(Action item) Would you mind restating all of the records word for word, skipping the pictures?
Top of Provided data
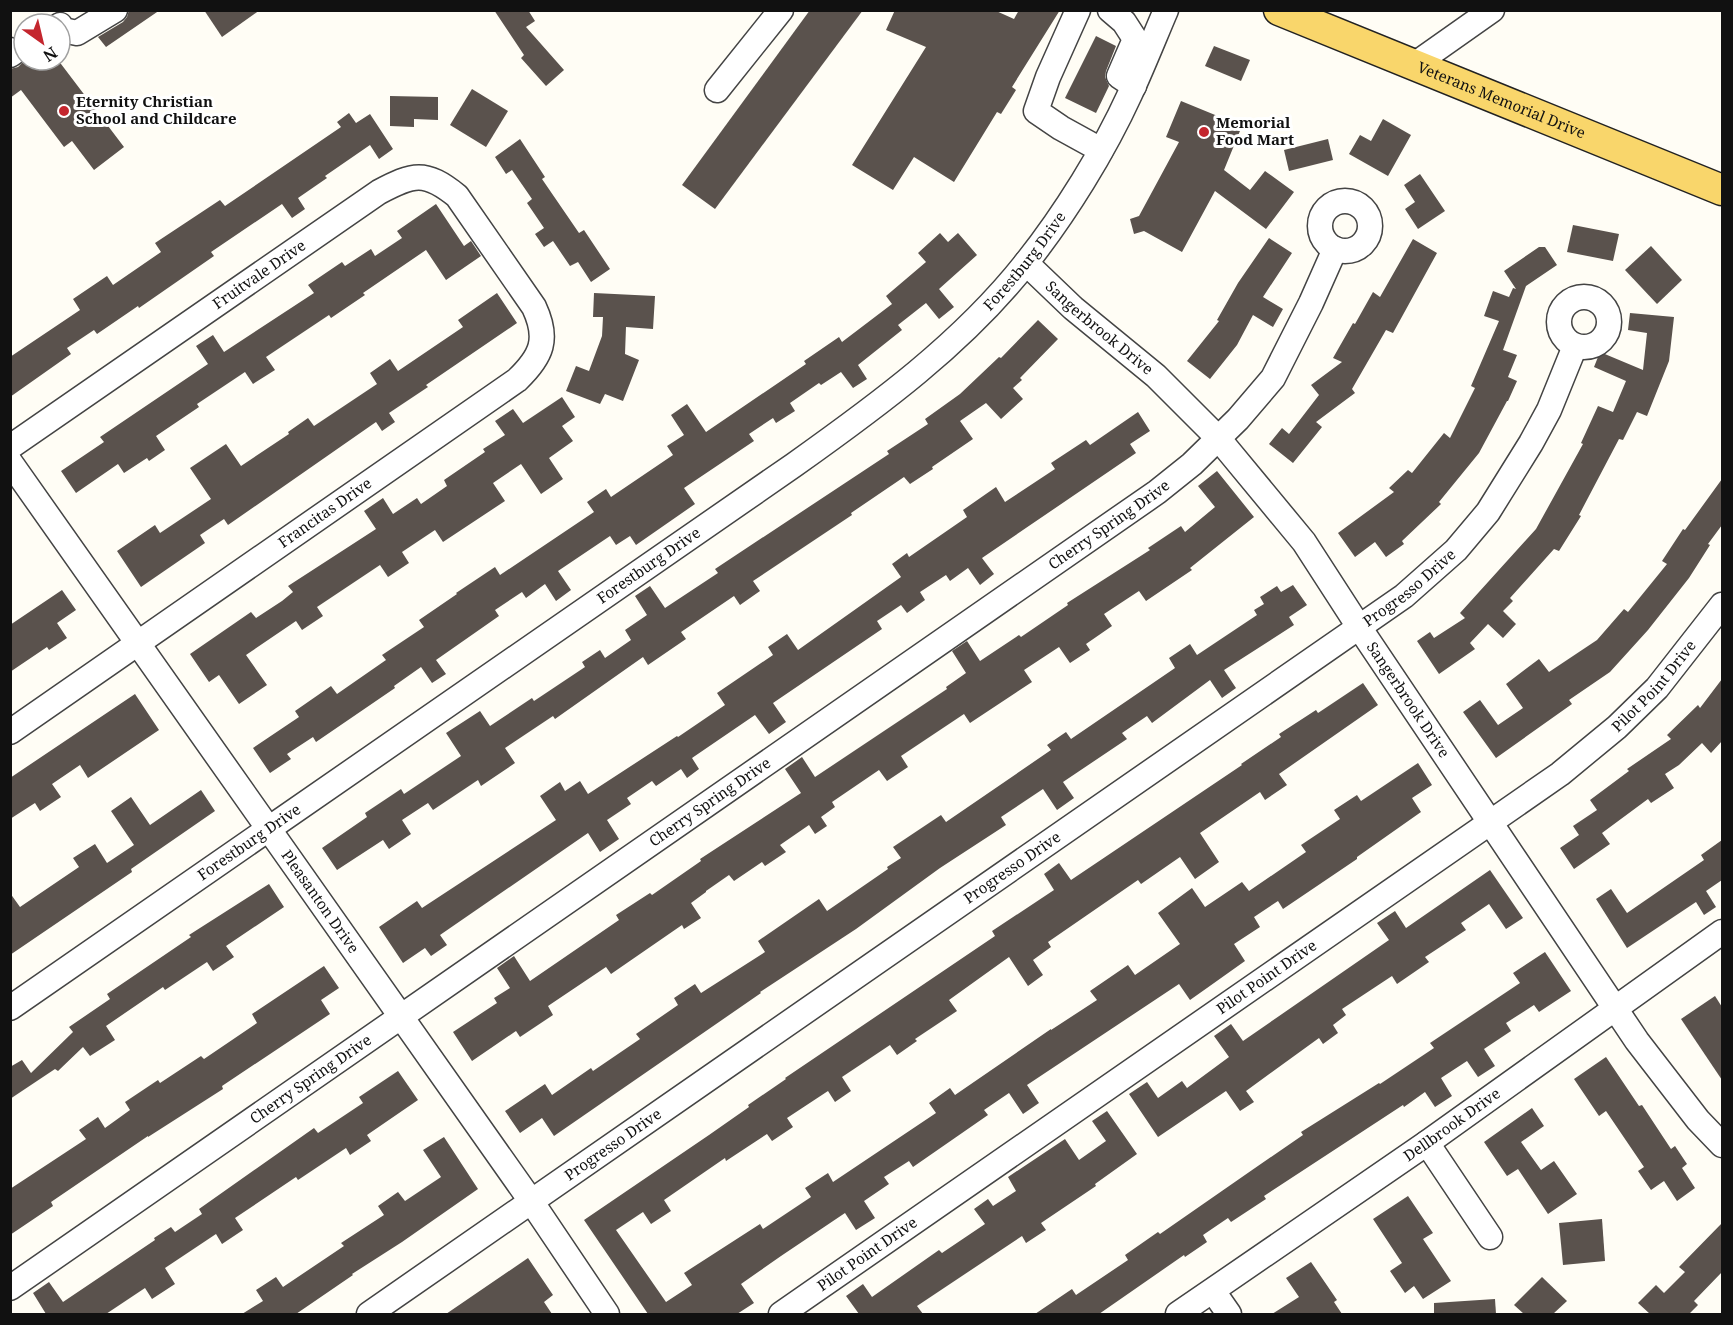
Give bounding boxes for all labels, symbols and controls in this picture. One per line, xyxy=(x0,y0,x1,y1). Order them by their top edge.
north arrow xyxy=(12,12,72,72)
text: N xyxy=(39,42,62,67)
street label: Veterans Memorial Drive xyxy=(1415,56,1589,142)
place label: Eternity Christian School and Childcare xyxy=(76,91,237,128)
marker: Eternity Christian School and Childcare xyxy=(57,104,71,118)
place label: Memorial Food Mart xyxy=(1216,112,1294,149)
marker: Memorial Food Mart xyxy=(1197,125,1211,139)
street label: Forestburg Drive xyxy=(978,207,1070,314)
street label: Fruitvale Drive xyxy=(208,235,309,313)
street label: Sangerbrook Drive xyxy=(1042,276,1158,379)
street label: Francitas Drive xyxy=(274,473,375,552)
street label: Cherry Spring Drive xyxy=(1044,475,1173,574)
street label: Forestburg Drive xyxy=(593,522,704,608)
street label: Progresso Drive xyxy=(1359,544,1459,630)
street label: Pilot Point Drive xyxy=(1607,636,1700,736)
street label: Sangerbrook Drive xyxy=(1363,638,1455,761)
street label: Cherry Spring Drive xyxy=(645,752,774,851)
street label: Forestburg Drive xyxy=(193,799,304,884)
street label: Progresso Drive xyxy=(959,826,1064,907)
street label: Pleasanton Drive xyxy=(277,845,364,957)
street label: Pilot Point Drive xyxy=(1212,935,1320,1018)
street label: Cherry Spring Drive xyxy=(245,1029,375,1128)
street label: Dellbrook Drive xyxy=(1399,1083,1504,1165)
street label: Progresso Drive xyxy=(560,1103,665,1184)
street label: Pilot Point Drive xyxy=(813,1212,921,1295)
Bottom of Provided data
(Answer to this exercise)
Give bounding boxes for all labels, symbols and controls in this picture. One per line, xyxy=(x0,y0,x1,y1). Order them by their top edge.
north arrow xyxy=(12,12,72,72)
text: N xyxy=(39,42,62,67)
street label: Veterans Memorial Drive xyxy=(1415,56,1589,142)
place label: Eternity Christian School and Childcare xyxy=(76,91,237,128)
marker: Eternity Christian School and Childcare xyxy=(57,104,71,118)
place label: Memorial Food Mart xyxy=(1216,112,1294,149)
marker: Memorial Food Mart xyxy=(1197,125,1211,139)
street label: Forestburg Drive xyxy=(978,207,1070,314)
street label: Fruitvale Drive xyxy=(208,235,309,313)
street label: Sangerbrook Drive xyxy=(1042,276,1158,379)
street label: Francitas Drive xyxy=(274,473,375,552)
street label: Cherry Spring Drive xyxy=(1044,475,1173,574)
street label: Forestburg Drive xyxy=(593,522,704,608)
street label: Progresso Drive xyxy=(1359,544,1459,630)
street label: Pilot Point Drive xyxy=(1607,636,1700,736)
street label: Sangerbrook Drive xyxy=(1363,638,1455,761)
street label: Cherry Spring Drive xyxy=(645,752,774,851)
street label: Forestburg Drive xyxy=(193,799,304,884)
street label: Progresso Drive xyxy=(959,826,1064,907)
street label: Pleasanton Drive xyxy=(277,845,364,957)
street label: Pilot Point Drive xyxy=(1212,935,1320,1018)
street label: Cherry Spring Drive xyxy=(245,1029,375,1128)
street label: Dellbrook Drive xyxy=(1399,1083,1504,1165)
street label: Progresso Drive xyxy=(560,1103,665,1184)
street label: Pilot Point Drive xyxy=(813,1212,921,1295)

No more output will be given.